Exercise description
Which lines come from the start of the records through the line that holds "width:60px; height:60px; fill:#fffc;"? Write them out word for word.

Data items

_____

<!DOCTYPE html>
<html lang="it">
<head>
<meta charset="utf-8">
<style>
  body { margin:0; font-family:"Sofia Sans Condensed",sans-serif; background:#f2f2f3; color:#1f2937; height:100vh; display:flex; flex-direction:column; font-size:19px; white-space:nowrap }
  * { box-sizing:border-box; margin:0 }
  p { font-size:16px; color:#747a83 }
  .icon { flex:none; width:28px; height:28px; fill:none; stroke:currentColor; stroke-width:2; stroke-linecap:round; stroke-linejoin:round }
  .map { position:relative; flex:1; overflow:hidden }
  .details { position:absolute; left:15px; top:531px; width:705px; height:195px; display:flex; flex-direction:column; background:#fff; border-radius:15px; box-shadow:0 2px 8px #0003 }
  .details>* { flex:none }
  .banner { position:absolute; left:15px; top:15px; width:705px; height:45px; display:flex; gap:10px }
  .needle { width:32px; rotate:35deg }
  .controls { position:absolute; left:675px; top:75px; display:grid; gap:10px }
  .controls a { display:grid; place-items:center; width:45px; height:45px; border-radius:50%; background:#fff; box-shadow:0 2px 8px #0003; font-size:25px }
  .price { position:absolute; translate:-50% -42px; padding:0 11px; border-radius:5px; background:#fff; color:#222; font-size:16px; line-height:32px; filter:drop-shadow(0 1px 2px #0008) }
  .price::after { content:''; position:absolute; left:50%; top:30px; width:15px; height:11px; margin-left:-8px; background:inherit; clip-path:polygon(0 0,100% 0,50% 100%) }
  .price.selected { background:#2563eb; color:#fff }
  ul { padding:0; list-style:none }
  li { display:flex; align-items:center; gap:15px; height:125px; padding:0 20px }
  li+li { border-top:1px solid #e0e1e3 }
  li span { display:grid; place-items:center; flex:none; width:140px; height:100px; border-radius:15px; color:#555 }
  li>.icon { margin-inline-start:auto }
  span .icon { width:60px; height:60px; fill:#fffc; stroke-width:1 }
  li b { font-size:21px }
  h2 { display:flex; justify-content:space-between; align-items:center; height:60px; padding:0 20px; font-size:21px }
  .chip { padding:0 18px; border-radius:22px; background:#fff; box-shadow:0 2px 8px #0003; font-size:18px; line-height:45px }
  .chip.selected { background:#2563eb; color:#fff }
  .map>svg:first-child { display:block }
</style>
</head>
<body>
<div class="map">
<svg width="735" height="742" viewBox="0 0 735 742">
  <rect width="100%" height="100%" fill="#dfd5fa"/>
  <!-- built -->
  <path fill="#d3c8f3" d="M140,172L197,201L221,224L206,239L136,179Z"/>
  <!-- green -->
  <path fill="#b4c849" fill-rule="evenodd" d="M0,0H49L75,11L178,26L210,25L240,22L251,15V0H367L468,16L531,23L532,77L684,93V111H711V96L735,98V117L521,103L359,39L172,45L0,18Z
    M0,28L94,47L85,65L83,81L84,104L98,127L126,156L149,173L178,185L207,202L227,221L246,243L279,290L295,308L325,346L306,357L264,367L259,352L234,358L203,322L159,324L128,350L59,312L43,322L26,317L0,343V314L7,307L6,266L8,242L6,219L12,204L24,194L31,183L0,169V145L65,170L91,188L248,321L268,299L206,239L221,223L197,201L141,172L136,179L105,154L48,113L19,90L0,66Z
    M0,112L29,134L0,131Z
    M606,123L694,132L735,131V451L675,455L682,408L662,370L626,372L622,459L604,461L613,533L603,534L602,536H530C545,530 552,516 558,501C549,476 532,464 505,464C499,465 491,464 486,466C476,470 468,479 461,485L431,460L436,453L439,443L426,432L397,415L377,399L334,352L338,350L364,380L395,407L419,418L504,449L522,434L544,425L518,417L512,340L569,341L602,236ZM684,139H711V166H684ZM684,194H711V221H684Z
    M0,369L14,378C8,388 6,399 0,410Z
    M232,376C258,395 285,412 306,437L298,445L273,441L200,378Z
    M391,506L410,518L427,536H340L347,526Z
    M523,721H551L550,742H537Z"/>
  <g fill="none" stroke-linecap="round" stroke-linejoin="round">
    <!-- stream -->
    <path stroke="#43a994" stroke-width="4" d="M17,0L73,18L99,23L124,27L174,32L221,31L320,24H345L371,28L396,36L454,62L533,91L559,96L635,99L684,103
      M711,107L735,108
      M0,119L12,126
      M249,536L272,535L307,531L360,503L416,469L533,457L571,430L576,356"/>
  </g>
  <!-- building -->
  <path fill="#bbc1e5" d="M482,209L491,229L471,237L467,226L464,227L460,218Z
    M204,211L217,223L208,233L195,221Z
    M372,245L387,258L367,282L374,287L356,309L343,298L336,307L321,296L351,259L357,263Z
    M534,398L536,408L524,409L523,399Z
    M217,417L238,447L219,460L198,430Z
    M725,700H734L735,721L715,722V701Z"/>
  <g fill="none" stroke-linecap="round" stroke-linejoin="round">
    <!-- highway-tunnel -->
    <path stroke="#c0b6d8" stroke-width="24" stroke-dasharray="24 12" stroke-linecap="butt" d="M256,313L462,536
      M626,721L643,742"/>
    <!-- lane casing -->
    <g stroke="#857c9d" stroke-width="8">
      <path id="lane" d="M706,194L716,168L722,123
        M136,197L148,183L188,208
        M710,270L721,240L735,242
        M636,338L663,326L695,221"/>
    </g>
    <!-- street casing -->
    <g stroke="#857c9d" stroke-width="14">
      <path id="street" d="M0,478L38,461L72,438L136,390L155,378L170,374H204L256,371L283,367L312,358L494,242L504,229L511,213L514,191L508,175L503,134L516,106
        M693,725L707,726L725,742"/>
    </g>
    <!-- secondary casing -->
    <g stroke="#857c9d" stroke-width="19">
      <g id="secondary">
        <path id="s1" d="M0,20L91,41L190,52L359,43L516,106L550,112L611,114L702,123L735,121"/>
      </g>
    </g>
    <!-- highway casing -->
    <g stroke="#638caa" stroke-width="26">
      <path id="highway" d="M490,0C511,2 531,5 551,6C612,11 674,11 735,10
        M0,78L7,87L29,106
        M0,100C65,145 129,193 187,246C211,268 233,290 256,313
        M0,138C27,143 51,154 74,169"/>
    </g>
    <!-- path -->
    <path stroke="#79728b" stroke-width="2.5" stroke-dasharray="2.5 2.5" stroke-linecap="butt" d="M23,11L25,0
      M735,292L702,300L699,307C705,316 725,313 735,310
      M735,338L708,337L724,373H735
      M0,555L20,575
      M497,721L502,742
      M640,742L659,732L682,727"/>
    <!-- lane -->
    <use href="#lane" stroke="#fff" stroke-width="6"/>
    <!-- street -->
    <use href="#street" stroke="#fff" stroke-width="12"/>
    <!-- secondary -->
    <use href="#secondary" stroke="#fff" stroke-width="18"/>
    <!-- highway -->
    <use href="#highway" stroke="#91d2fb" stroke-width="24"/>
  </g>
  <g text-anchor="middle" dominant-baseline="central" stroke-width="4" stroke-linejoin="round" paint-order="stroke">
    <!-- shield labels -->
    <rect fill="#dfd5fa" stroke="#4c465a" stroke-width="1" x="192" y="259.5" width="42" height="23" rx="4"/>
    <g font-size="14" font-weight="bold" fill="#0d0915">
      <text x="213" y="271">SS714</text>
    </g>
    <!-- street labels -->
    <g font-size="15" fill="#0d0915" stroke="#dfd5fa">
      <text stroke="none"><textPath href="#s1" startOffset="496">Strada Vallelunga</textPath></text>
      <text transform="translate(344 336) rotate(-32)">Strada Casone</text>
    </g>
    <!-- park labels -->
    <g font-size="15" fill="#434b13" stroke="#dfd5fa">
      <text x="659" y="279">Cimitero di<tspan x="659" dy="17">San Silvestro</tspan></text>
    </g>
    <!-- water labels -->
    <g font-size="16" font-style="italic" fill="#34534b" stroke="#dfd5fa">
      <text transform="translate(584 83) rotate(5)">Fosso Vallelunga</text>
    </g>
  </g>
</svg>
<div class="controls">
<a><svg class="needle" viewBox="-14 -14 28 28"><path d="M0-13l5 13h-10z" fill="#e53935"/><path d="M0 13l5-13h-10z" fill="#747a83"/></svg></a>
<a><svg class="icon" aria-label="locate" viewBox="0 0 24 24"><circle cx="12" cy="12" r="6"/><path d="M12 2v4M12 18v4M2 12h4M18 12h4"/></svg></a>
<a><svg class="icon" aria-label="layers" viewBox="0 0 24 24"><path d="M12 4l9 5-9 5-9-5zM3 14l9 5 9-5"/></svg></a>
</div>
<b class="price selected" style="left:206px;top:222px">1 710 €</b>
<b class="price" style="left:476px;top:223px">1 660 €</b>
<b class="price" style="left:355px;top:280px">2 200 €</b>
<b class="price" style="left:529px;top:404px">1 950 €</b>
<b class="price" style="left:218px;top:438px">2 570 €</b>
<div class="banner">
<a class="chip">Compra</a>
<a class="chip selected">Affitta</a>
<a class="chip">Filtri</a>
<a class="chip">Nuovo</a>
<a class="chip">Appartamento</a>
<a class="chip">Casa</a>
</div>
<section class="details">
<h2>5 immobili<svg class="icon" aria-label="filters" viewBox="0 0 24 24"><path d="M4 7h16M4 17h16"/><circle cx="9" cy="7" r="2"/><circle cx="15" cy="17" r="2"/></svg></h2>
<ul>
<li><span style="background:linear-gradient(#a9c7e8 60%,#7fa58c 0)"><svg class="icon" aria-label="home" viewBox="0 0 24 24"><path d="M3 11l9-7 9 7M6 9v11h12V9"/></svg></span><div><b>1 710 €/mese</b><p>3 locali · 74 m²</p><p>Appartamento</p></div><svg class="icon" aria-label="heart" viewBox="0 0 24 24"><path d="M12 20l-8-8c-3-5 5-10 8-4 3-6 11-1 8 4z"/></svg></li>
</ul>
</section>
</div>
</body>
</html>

_____

Exercise solution
<!DOCTYPE html>
<html lang="it">
<head>
<meta charset="utf-8">
<style>
  body { margin:0; font-family:"Sofia Sans Condensed",sans-serif; background:#f2f2f3; color:#1f2937; height:100vh; display:flex; flex-direction:column; font-size:19px; white-space:nowrap }
  * { box-sizing:border-box; margin:0 }
  p { font-size:16px; color:#747a83 }
  .icon { flex:none; width:28px; height:28px; fill:none; stroke:currentColor; stroke-width:2; stroke-linecap:round; stroke-linejoin:round }
  .map { position:relative; flex:1; overflow:hidden }
  .details { position:absolute; left:15px; top:531px; width:705px; height:195px; display:flex; flex-direction:column; background:#fff; border-radius:15px; box-shadow:0 2px 8px #0003 }
  .details>* { flex:none }
  .banner { position:absolute; left:15px; top:15px; width:705px; height:45px; display:flex; gap:10px }
  .needle { width:32px; rotate:35deg }
  .controls { position:absolute; left:675px; top:75px; display:grid; gap:10px }
  .controls a { display:grid; place-items:center; width:45px; height:45px; border-radius:50%; background:#fff; box-shadow:0 2px 8px #0003; font-size:25px }
  .price { position:absolute; translate:-50% -42px; padding:0 11px; border-radius:5px; background:#fff; color:#222; font-size:16px; line-height:32px; filter:drop-shadow(0 1px 2px #0008) }
  .price::after { content:''; position:absolute; left:50%; top:30px; width:15px; height:11px; margin-left:-8px; background:inherit; clip-path:polygon(0 0,100% 0,50% 100%) }
  .price.selected { background:#2563eb; color:#fff }
  ul { padding:0; list-style:none }
  li { display:flex; align-items:center; gap:15px; height:125px; padding:0 20px }
  li+li { border-top:1px solid #e0e1e3 }
  li span { display:grid; place-items:center; flex:none; width:140px; height:100px; border-radius:15px; color:#555 }
  li>.icon { margin-inline-start:auto }
  span .icon { width:60px; height:60px; fill:#fffc; stroke-width:1 }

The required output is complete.